━━ DATA FOR REVIEW ━━

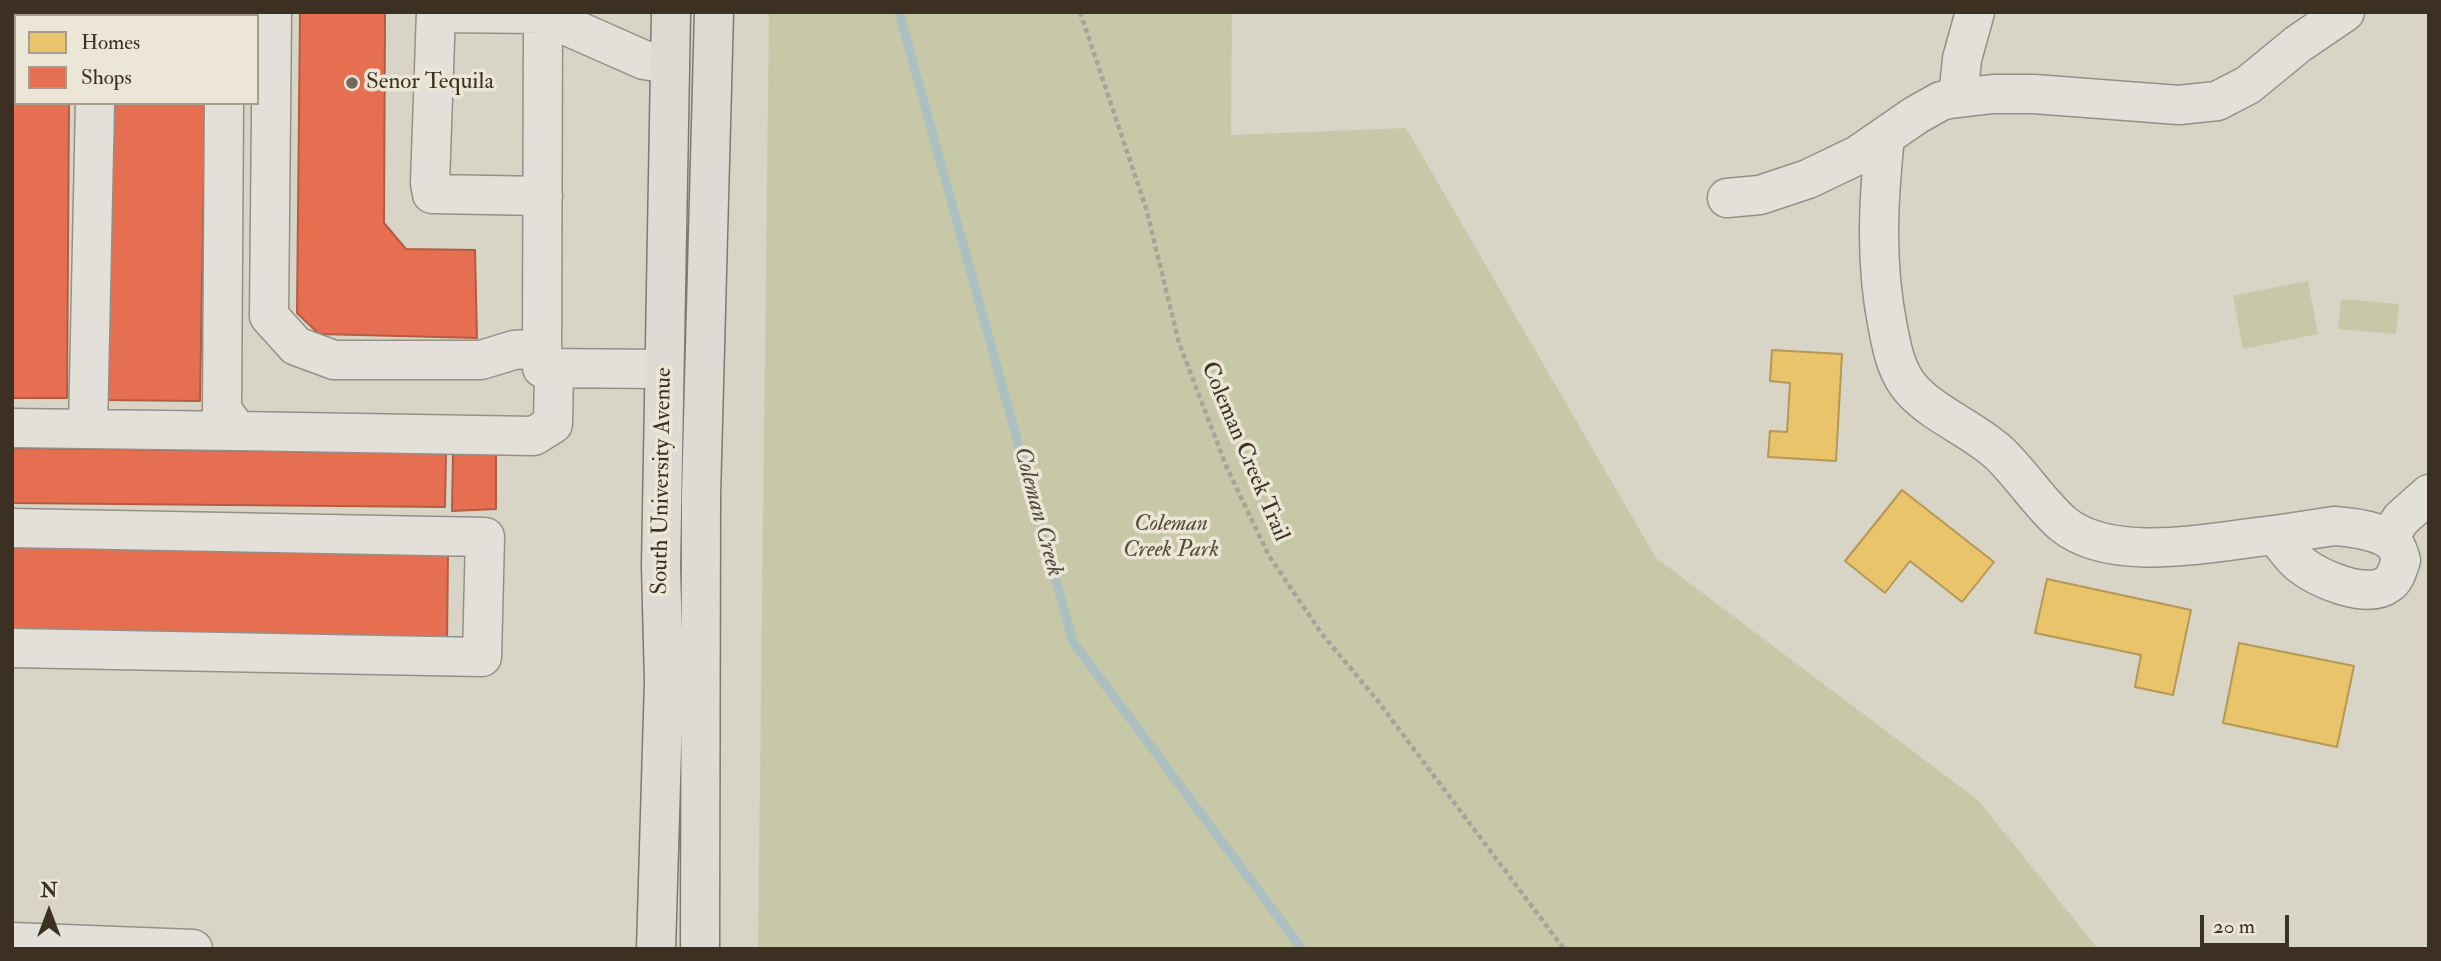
<!DOCTYPE html>
<html>
<head>
<meta charset="utf-8">
<style>
	body { margin:0 }
	#map { position:relative; width:2441px; height:961px; overflow:hidden; background:#d8d5c7; font-family:"IM FELL Double Pica",serif }
	canvas { display:block }
	.frame { position:absolute; inset:0; border:14px solid #3c3023; pointer-events:none }
	.legend { position:absolute; left:14px; top:14px; width:245px; height:91px; box-sizing:border-box; background:#ebe6d5; border:2px solid #a59d8e; margin:0; padding:9px 12px; list-style:none; font-size:21px; color:#3c3023 }
	.legend li { display:flex; align-items:center; gap:14px; height:35px }
	.legend b { width:35px; border:2px solid #a59d8e }
	.north { position:absolute; left:14px; top:877px; width:70px; height:70px; -webkit-text-stroke:5px #ebe6d5; paint-order:stroke; rotate:0deg; font-size:19px; font-weight:700; line-height:28px; text-align:center; color:#3c3023 }
	.north::after { content:''; display:block; margin:auto; width:24px; height:32px; background:#3c3023; clip-path:polygon(50% 0,100% 100%,50% 72%,0 100%) }
	.scale { position:absolute; left:2200px; top:915px; width:89px; height:32px; box-sizing:border-box; border:4px solid #3c3023; border-top:0; padding-left:9px; font-size:21px; line-height:24px; white-space:nowrap; color:#3c3023; -webkit-text-stroke:5px #ebe6d5; paint-order:stroke }
</style>
</head>
<body>
<div id="map">
<canvas width="2441" height="961"></canvas>
<div class="frame"></div>
<ul class="legend">
<li><b style="height:19px;background:#e9c46a"></b>Homes</li>
<li><b style="height:19px;background:#e76f51"></b>Shops</li>
</ul>
<div class="north">N</div>
<div class="scale">20 m</div>
</div>
<script>
const ctx = document.querySelector('canvas').getContext('2d');
ctx.lineJoin = 'round';
function fill(path, color) { ctx.fillStyle = color; ctx.fill(path, 'evenodd'); }
function strokePath(path, color, width, dash) { ctx.strokeStyle = color; ctx.lineWidth = width; ctx.lineCap = dash ? 'butt' : 'round'; ctx.setLineDash(dash || []); ctx.stroke(path); }
function write(font, color, halo, rows, align = 'center') {
  ctx.font = font + ' "IM FELL Double Pica",serif'; ctx.lineWidth = 7; ctx.setLineDash([]); ctx.textBaseline = 'middle'; ctx.strokeStyle = halo; ctx.fillStyle = color; for (const [text, x, y, turn = 0] of rows) {
    ctx.save(); ctx.translate(x, y); ctx.rotate((+turn || 0) * Math.PI / 180); ctx.textAlign = isNaN(turn) ? turn : align; if (halo) ctx.strokeText(text, 0, 0); ctx.fillText(text, 0, 0); ctx.restore();
  }
}
fill(new Path2D(`
	M769,12H1232L1231,135L1406,128L1656,558L1978,800L2098,949H758Z
	M2308,281L2318,334L2243,349L2233,296Z
	M2341,299L2399,304L2396,334L2338,329Z`), '#c7c8a7');
const homes = new Path2D(`
	M1772,350L1842,354L1836,461L1768,457L1770,431L1787,432L1790,383L1770,381Z
	M1902,490L1994,562L1962,602L1910,561L1885,593L1845,561Z
	M2047,579L2191,610L2173,695L2135,687L2141,655L2035,633Z
	M2239,643L2354,666L2337,747L2223,723Z`);
fill(homes, '#e9c46a');
strokePath(homes, '#b59855', 2);
const shops = new Path2D(`
	M12,12H70V16H16V103H69L67,398H12Z
	M111,12H206V16H111Z
	M300,12H385L384,223L406,249L475,250L477,338L319,334L297,313Z
	M109,103H205L200,401L105,400Z
	M12,448L446,453L445,507L12,503Z
	M453,452L496,453V509L452,511Z
	M12,544L448,550L447,645L12,639Z`);
fill(shops, '#e76f51');
strokePath(shops, '#b45c43', 2);
strokePath(new Path2D(`
	M899,12L1073,642L1302,949`), '#adc0c1', 9);
const minor = new Path2D(`
	M272,12L269,316L296,346L334,360H481L514,350L542,348
	M436,12L430,183L432,194L543,196
	M564,12L567,26L644,60L670,64
	M436,13L543,14L544,12
	M563,15L543,14L542,368L664,369
	M96,16L97,12
	M224,16V12
	M1958,98L1962,59L1975,12
	M224,103L222,410L238,431L534,436L553,424L554,368
	M1885,138C1878,202 1875,264 1888,328C1892,350 1897,374 1913,391C1938,417 1973,429 1999,453C2022,475 2039,503 2063,524C2113,565 2215,541 2275,535
	M1727,198L1760,195L1808,179L1858,155L1916,115L1941,101L1950,99L1993,94H2034L2179,105L2217,101L2248,85L2298,44L2345,12
	M12,428L238,431
	M88,429L95,103
	M2334,526C2350,527 2383,531 2394,544C2398,548 2399,555 2401,560C2398,568 2396,579 2388,584C2367,600 2319,579 2300,564C2291,557 2283,544 2275,535Z
	M12,528L485,537L482,657L12,648
	M2388,539L2401,519L2429,494
	M12,942L193,949`);
const major = new Path2D(`
	M656,949L664,681L661,566L671,12
	M700,949L701,495L714,12`);
strokePath(minor, '#949087', 41);
strokePath(major, '#7e7a71', 41);
strokePath(new Path2D(`
	M1080,12L1146,208L1179,343L1227,468L1269,556L1322,634L1377,700L1564,949`), '#a7a49c', 4.5, [5, 3.5]);
strokePath(minor, '#e2e0d9', 38);
strokePath(major, '#dddbd3', 38);
for (const [x, y, r, color] of [
	[352,83,7,"#736a5c"]
]) { const dot = new Path2D(); dot.arc(x, y, r, 0, 2 * Math.PI); ctx.fillStyle = color; ctx.fill(dot); strokePath(dot, '#ebe6d5', 2.5); }
write('23px', '#3c3023', '#ebe6d5', [
	["Senor Tequila",366,83]
], 'left');
write('23px', '#3c3023', '#ebe6d5', [
	["Coleman Creek Trail",1244,452,67],
	["South University Avenue",663,481,-89]
]);
write('italic 23px', '#554c38', '#ebe6d5', [
	["Coleman",1171,525],
	["Creek Park",1171,551]
]);
write('italic 24px', '#4f4b42', '#ebe6d5', [
	["Coleman Creek",1037,512,75]
]);
</script>
</body>
</html>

━━━

[EXERCISE GOAL]: Begin at the line above that has "position:absolute; left:14px; top:14px;" and stop after the line that has "width:35px; border:2px solid", copying each line exactly and adding nothing else.

[ANSWER BOX]:
	.legend { position:absolute; left:14px; top:14px; width:245px; height:91px; box-sizing:border-box; background:#ebe6d5; border:2px solid #a59d8e; margin:0; padding:9px 12px; list-style:none; font-size:21px; color:#3c3023 }
	.legend li { display:flex; align-items:center; gap:14px; height:35px }
	.legend b { width:35px; border:2px solid #a59d8e }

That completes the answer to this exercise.